*** Supplied material ***

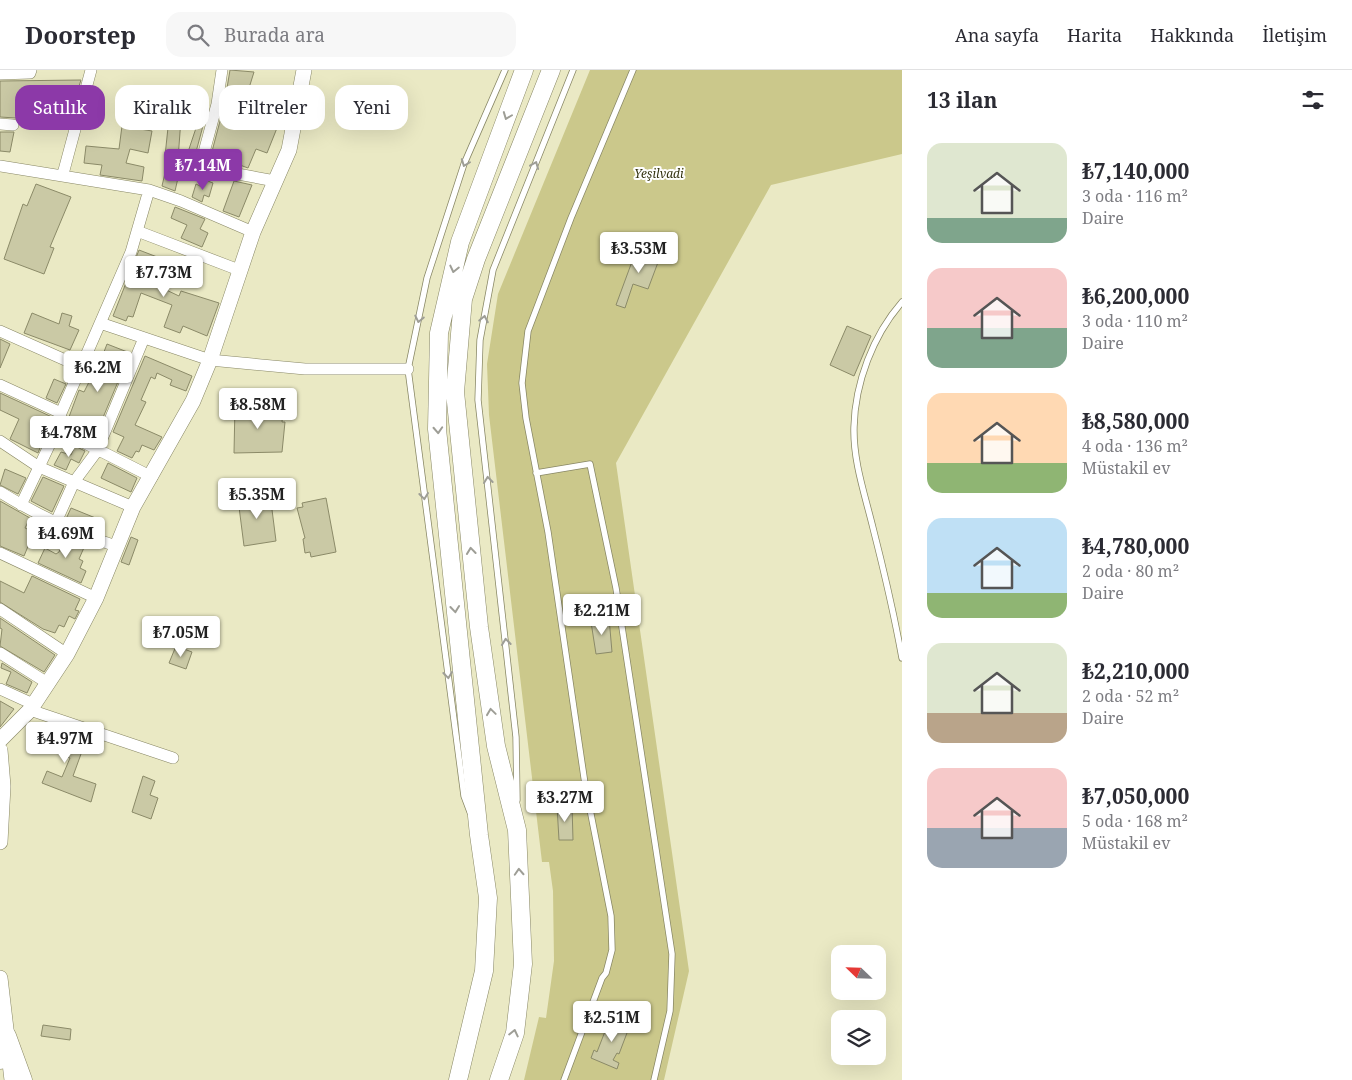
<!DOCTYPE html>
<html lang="tr">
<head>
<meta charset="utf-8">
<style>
	:root { --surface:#fff; --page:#f7f7f7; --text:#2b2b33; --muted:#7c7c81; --line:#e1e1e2; --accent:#8c39a8 }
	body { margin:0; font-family:"Noto Serif",serif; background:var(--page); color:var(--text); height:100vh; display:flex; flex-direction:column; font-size:19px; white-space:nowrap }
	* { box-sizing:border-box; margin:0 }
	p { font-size:16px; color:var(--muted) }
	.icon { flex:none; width:28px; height:28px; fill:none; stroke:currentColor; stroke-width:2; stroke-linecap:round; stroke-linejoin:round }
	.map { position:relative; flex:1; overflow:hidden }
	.sheet { display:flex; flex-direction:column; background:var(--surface); width:450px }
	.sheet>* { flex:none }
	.top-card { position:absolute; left:15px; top:15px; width:475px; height:45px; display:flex; gap:10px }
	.needle { width:32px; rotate:293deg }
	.tools { position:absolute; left:831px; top:875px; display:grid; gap:10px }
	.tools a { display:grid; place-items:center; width:55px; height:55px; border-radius:10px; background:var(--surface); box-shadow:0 5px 20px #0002; font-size:25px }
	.price { position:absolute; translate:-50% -42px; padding:0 11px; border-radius:5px; background:#fff; color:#222; font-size:16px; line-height:32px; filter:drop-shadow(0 1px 2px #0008) }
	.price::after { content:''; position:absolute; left:50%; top:30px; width:15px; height:11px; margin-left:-8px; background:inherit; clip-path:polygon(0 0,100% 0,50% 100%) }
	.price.current { background:var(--accent); color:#fff }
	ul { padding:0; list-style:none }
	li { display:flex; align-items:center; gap:15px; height:125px; padding:0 25px }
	li span { display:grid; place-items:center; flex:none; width:140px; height:100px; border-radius:15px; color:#555 }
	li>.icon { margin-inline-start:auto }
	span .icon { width:60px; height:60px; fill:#fffc; stroke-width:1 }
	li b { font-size:21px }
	h2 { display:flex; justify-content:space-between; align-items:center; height:60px; padding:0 25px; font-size:21px }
	.pill { padding:0 18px; border-radius:15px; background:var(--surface); box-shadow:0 5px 20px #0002; font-size:18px; line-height:45px }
	.pill.current { background:var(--accent); color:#fff }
	header { display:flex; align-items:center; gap:30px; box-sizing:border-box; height:70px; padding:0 25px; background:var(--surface); border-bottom:1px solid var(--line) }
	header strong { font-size:24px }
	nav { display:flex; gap:28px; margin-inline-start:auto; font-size:18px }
	.search { width:350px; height:45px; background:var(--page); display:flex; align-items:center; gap:12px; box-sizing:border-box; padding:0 18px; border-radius:15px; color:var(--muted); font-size:19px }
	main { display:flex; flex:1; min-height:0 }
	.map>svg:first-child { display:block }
	.green { fill:#cbc88b }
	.building { fill:#cac9a5; stroke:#8b8a68 }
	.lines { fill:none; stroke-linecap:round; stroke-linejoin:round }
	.lane-casing { stroke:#888765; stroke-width:7 }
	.street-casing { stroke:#888765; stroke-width:12 }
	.secondary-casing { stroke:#888765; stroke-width:16 }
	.primary-casing { stroke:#888765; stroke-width:19 }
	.lane { stroke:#fff; stroke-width:5.5 }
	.street { stroke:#fff; stroke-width:11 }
	.secondary { stroke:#fff; stroke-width:15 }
	.primary { stroke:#fff; stroke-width:18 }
	.oneway { stroke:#9e9e96 }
	.labels { text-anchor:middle; stroke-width:4; stroke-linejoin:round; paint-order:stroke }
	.park-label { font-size:12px; font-style:italic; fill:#343310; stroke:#fff }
</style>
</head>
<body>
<header>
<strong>Doorstep</strong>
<div class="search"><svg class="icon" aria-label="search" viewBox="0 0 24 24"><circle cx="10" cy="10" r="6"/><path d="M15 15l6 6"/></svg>Burada ara</div>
<nav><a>Ana sayfa</a><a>Harita</a><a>Hakkında</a><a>İletişim</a></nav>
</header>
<main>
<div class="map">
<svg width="902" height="1010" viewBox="0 0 902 1010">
	<rect width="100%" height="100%" fill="#eae9c4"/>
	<!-- green -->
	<path class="green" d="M590 0H902V84L771 115 616 393 689 901 664 1010H524L539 947 546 948 554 891 553 821 549 792H542L489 345 487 294 498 224Z"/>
	<!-- building -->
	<path class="building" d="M230 0 254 2 244 34 281 48 267 83 256 79 248 98 218 87 216 91 210 89 224 36Z
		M81 10 77 22 56 18 53 30 25 23V38L21 46 16 48 0 47V11Z
		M206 34 207 41 193 93 185 91 198 52 197 36Z
		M169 48 181 49 178 89 165 86Z
		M122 56 152 61 148 83 130 79 126 93 144 97 142 111 100 105 102 95 84 93 86 76 119 79Z
		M0 62H14L10 82 0 81Z
		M165 103 178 108 175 121 162 116Z
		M205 110 213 113 209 127 204 125 202 132 192 127 196 114 202 117Z
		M234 111 252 115 239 147 223 141Z
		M36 114 71 127 50 177 54 178 44 204 4 189 23 134 27 136Z
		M175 137 205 149 200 159 208 163 202 177 181 168 187 155 171 148Z
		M637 178 660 187 648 219 633 214 625 238 616 235Z
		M139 180 165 190 157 213 163 216 162 218 179 226 181 221 219 233 207 266 183 256 180 263 164 257 172 235 141 223 133 247 128 246 126 251 113 246Z
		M32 243 59 254 62 243 72 246 69 256 79 260 70 280 24 263Z
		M847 256 871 266 854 306 830 295Z
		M0 269 10 274 0 298Z
		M107 274 130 283 94 369 66 355 79 320 84 322 89 312 92 313Z
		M145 286 192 306 186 321 170 315 172 310 157 303 155 309 151 307 141 330 146 332 135 355 162 367 154 380 142 375 139 382 136 381 132 388 117 381 124 367 113 362Z
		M54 309 66 314 57 333 46 328Z
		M0 323 52 347 38 383 10 369 19 349 0 340Z
		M235 335H249V338L283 339 282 352H285L282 382 234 383Z
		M75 376 85 381 79 393 71 389 66 400 54 395 61 382 71 385Z
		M108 393 137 408 131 422 101 408Z
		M5 399 26 408 18 424 0 415Z
		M43 407 64 416 52 442 31 431Z
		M270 424 276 471 244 476 238 429Z
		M326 428 336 482 311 487 310 482 305 483 303 469 305 468 297 438 303 437 302 433Z
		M0 431 30 448 25 458 34 462 24 486 0 476Z
		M71 438 98 449 97 453 101 455 98 462 66 449Z
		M66 465 86 473 79 489 83 491 80 498 86 501 81 513 38 493 45 478 56 484 59 482Z
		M131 467 138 470 129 495 121 492Z
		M32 506 80 529 75 540 79 541 75 549 69 546 64 557 59 555 55 563 43 559 0 532V511L24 523Z
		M0 548 55 585 44 602 0 576 2 559 0 558Z
		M609 548 612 582 596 584 591 552Z
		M176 576 192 582 186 599 169 593Z
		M2 593 32 612 27 623 6 614 11 602 1 598Z
		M0 631 14 639 0 657Z
		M35 654 85 673 73 706 96 714 91 732 42 713 47 701 62 707 70 688 67 687 68 682 30 669Z
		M143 706 155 711 150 725 158 728 151 749 132 742Z
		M572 735 573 770H559L557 736Z
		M611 946 630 955 619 984 617 983 613 990 619 993 617 999 591 988 594 980 597 982Z
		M43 955 71 959 70 970 41 966Z"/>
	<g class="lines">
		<defs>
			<path id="lane" d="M902 232C873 265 855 313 854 357 853 391 865 425 873 458 884 501 894 544 902 588
				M536 403 590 394 616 518 672 884 670 941 654 1010
				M517 730 516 667 478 330 480 270 493 200 573 0
				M470 742 464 726 408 299 427 208 464 94 505 0
				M564 1010 602 908 606 903 612 880 611 846 585 714 548 462 526 348 522 313 528 261 571 148 633 0"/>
			<path id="street" d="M222 0 217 34 200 97 275 111
				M0 4 30 3 31 0
				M0 54 13 55
				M0 96 149 120 181 131 253 162
				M63 104 91 0
				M137 161 239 200
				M100 253 210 290 305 299H408
				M0 261 81 297
				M0 315 61 343
				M57 359 152 407
				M0 371 39 397 133 437
				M0 422C37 445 75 463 116 476
				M21 435 57 359 61 343 131 182 149 120
				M56 452 74 412 97 381 144 268
				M0 483 96 528
				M0 539 67 584
				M0 583 49 614
				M0 619 33 634
				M30 640 173 688"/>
			<path id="secondary" d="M0 670 30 640 67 584 96 528 133 437 193 331 210 290 253 162 289 80 304 0
				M0 680 3 716 0 772
				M0 908 12 1010"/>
			<path id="primary" d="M7 966 23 1010
				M0 990 7 966
				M458 1010 484 901 488 828 479 765 437 359 439 263 460 172 524 0
				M499 1010 515 963 523 894 517 760 496 676 479 557 455 322 463 229 476 189 551 0"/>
		</defs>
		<!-- lane casing -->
		<use href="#lane" class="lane-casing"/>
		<!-- street casing -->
		<use href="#street" class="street-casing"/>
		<!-- secondary casing -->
		<use href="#secondary" class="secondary-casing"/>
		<!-- primary casing -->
		<use href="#primary" class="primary-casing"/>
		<!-- lane -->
		<use href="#lane" class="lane"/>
		<!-- street -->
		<use href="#street" class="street"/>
		<!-- secondary -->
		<use href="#secondary" class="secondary"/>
		<!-- primary -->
		<use href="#primary" class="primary"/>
	</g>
	<!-- one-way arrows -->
	<defs><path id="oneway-chevron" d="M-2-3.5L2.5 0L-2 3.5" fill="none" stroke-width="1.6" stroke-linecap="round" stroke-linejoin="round" transform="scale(1.25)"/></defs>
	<g class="oneway">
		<use href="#oneway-chevron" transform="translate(507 46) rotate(111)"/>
		<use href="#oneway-chevron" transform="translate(465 93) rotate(111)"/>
		<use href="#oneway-chevron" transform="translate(535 95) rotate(-68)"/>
		<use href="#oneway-chevron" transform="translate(454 199) rotate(103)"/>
		<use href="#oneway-chevron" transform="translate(419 249) rotate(102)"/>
		<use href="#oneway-chevron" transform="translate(484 249) rotate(-79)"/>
		<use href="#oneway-chevron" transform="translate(438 360) rotate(87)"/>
		<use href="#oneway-chevron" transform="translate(488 410) rotate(-97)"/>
		<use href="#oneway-chevron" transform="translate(424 426) rotate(83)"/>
		<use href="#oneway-chevron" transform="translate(471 481) rotate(-96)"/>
		<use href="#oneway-chevron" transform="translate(455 539) rotate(84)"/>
		<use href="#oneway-chevron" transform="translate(506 572) rotate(-96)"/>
		<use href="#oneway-chevron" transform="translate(448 605) rotate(83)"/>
		<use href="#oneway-chevron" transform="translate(491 642) rotate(-98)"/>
		<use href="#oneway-chevron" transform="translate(519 802) rotate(-93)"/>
		<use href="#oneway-chevron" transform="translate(514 963) rotate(-77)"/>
	</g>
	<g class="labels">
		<!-- park labels -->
		<g class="park-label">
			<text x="659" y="108">Yeşilvadi</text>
		</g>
	</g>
</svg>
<div class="tools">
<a><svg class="needle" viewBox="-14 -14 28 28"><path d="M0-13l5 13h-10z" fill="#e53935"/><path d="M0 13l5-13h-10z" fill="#7c7c81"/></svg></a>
<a><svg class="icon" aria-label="layers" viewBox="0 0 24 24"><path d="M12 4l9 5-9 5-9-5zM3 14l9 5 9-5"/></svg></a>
</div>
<b class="price current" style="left:203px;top:121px">₺7.14M</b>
<b class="price" style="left:639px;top:204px">₺3.53M</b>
<b class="price" style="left:164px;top:228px">₺7.73M</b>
<b class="price" style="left:98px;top:323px">₺6.2M</b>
<b class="price" style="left:258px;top:360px">₺8.58M</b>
<b class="price" style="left:69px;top:388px">₺4.78M</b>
<b class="price" style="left:257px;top:450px">₺5.35M</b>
<b class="price" style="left:66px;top:489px">₺4.69M</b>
<b class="price" style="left:602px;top:566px">₺2.21M</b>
<b class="price" style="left:181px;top:588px">₺7.05M</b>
<b class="price" style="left:65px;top:694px">₺4.97M</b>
<b class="price" style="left:565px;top:753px">₺3.27M</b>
<b class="price" style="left:612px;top:973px">₺2.51M</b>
<div class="top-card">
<a class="pill current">Satılık</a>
<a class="pill">Kiralık</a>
<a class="pill">Filtreler</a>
<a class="pill">Yeni</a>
</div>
</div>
<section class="sheet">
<h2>13 ilan<svg class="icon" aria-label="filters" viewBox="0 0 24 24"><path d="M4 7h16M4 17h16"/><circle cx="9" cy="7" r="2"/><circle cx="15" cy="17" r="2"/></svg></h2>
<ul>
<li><span style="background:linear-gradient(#dfe7d0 75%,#7fa58c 0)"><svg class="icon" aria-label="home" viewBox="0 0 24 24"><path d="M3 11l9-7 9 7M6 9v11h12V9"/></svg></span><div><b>₺7,140,000</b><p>3 oda · 116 m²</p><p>Daire</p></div></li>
<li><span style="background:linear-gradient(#f6c9c9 60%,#7fa58c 0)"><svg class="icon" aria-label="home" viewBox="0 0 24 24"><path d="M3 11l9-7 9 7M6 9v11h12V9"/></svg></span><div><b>₺6,200,000</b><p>3 oda · 110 m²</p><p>Daire</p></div></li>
<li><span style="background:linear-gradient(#ffd9b3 70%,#8fb573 0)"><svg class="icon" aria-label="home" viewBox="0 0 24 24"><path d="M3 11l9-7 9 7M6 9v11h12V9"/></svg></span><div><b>₺8,580,000</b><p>4 oda · 136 m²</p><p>Müstakil ev</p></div></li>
<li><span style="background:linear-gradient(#bfe0f5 75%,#8fb573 0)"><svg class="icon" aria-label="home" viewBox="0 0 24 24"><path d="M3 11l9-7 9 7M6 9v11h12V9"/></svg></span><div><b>₺4,780,000</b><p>2 oda · 80 m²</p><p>Daire</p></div></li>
<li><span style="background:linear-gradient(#dfe7d0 70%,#b9a48a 0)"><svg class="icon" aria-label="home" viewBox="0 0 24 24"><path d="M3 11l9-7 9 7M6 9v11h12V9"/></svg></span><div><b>₺2,210,000</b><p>2 oda · 52 m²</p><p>Daire</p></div></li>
<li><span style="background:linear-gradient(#f6c9c9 60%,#9aa5b1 0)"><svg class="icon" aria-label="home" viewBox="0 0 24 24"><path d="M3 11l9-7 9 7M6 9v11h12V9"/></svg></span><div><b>₺7,050,000</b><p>5 oda · 168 m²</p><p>Müstakil ev</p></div></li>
</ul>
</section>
</main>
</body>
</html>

*** End of Supplied material ***

What this exercise asks for is every line of the data above with the word "tools".

	.tools { position:absolute; left:831px; top:875px; display:grid; gap:10px }
	.tools a { display:grid; place-items:center; width:55px; height:55px; border-radius:10px; background:var(--surface); box-shadow:0 5px 20px #0002; font-size:25px }
<div class="tools">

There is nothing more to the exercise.